NCERT Solutions for Class 12 Accountancy Part 1 Chapter 4
NCERT Solutions for Class 12 Accountancy Chapter 4 (Part 1) Reconstitution of a Partnership Firm-Admission of a Partner. Practice here all the question answers of NCERT Textbooks and get the notes based on 12th accounts chapter 4 with extra question answers.Important questions in the format of short and long questions with answers are given here for the preparation of CBSE exams 2020-2021.
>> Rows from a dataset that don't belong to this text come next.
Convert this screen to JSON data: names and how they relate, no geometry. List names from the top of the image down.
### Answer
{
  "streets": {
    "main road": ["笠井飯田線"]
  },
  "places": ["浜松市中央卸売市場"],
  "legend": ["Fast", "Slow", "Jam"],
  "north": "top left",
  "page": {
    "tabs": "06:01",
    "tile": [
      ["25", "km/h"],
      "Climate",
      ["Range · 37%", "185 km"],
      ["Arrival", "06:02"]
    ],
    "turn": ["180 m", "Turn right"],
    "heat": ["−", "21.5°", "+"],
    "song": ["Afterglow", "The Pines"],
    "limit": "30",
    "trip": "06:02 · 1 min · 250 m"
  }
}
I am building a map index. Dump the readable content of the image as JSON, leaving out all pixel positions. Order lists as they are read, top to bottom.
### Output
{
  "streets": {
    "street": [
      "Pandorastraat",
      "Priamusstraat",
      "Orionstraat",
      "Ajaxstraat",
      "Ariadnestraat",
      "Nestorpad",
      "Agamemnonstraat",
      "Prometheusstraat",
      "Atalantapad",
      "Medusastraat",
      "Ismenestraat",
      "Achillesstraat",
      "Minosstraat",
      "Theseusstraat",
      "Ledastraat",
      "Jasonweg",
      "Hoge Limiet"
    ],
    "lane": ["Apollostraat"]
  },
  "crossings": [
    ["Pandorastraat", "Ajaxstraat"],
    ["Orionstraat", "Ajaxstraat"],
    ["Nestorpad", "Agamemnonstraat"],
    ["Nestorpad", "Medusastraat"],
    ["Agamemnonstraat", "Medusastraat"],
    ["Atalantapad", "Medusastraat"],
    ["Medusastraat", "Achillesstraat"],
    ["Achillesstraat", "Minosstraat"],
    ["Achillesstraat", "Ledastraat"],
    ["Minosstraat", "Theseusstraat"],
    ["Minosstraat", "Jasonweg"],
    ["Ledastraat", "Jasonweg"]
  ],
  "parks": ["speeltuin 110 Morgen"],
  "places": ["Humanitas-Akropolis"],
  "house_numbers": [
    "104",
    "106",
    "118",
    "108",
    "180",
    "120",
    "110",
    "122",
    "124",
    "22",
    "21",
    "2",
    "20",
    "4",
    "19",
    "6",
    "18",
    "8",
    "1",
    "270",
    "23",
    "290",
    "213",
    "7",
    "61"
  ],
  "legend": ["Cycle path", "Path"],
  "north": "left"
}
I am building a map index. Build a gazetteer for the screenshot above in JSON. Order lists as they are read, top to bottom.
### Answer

Class 12 Accountancy Chapter 4 Question Answers
|Class: 12||Accountancy (Part 1)|
|Chapter: 4||Reconstitution of a Partnership Firm-Admission of a Partner|
|Contents:||NCERT Solutions and Extra Questions|
NCERT Solutions for Class 12 Accountancy Chapter 4 Admission of a Partner
New Profit Sharing Ratio
The new profit sharing ratio is the ratio in which the remaining partners will share in future profits after a partner’s retirement or death. The new share of each of the remaining partners will consist of its share in the company and the acquired part of the retired/deceased partner. Generally, continuing partners acquire the share of retired or deceased partners in the old profit-sharing index. It is unnecessary to calculate the new profit-sharing ratio between them, as it will be the same as the previous ratio profit-sharing between them. In fact, in the absence of information on the profit-sharing ratio in which the remaining partner acquires the retired / deceased partner’s stake, it is assumed that they will receive it in the above profit-sharing ratio. Hence, they will be in their past ratio in the future.
The ratio in which successive partners have acquired the share of retired / deceased partner is called the profit ratio. Typically, the continuing partner acquires the retired / deceased partner’s share in their old profit sharing ratio. In that case, the remaining partners’ profit ratio will be the same as the previous profit sharing ratio between them, and it is not necessary to calculate the benefit ratio. Alternatively, the ratio in which they acquire the share of the retired/deceased partner. It can be appropriately spaced. In that case, again, there is no need to calculate the rate of benefit, as this will be the rate at which they have acquired a share of the profit of the deceased partner who is retiring. The problem of calculating the profit ratio mainly arises when the new profit-sharing ratio of continuous partners is specified. In such a situation, the profit ratio should be calculated by subtracting each new partner’s former portion from its new share.
Treatment of Goodwill
The retired or death of partner is entitled to his/her share of goodwill at the time of retirement/death, as the firm has earned goodwill through all existing partners’ efforts. Therefore, at the time of retirement/death of the partner, goodwill is valued as per the agreement between the partners. The retired/death of partner compensated for his/her share of goodwill by the continuing partners (who in their benefit ratio to the retired/deceased couple profit is earned due to the acquisition of shares. In such a situation, goodwill’s accounting treatment depends on whether the goodwill already appears on the company’s books.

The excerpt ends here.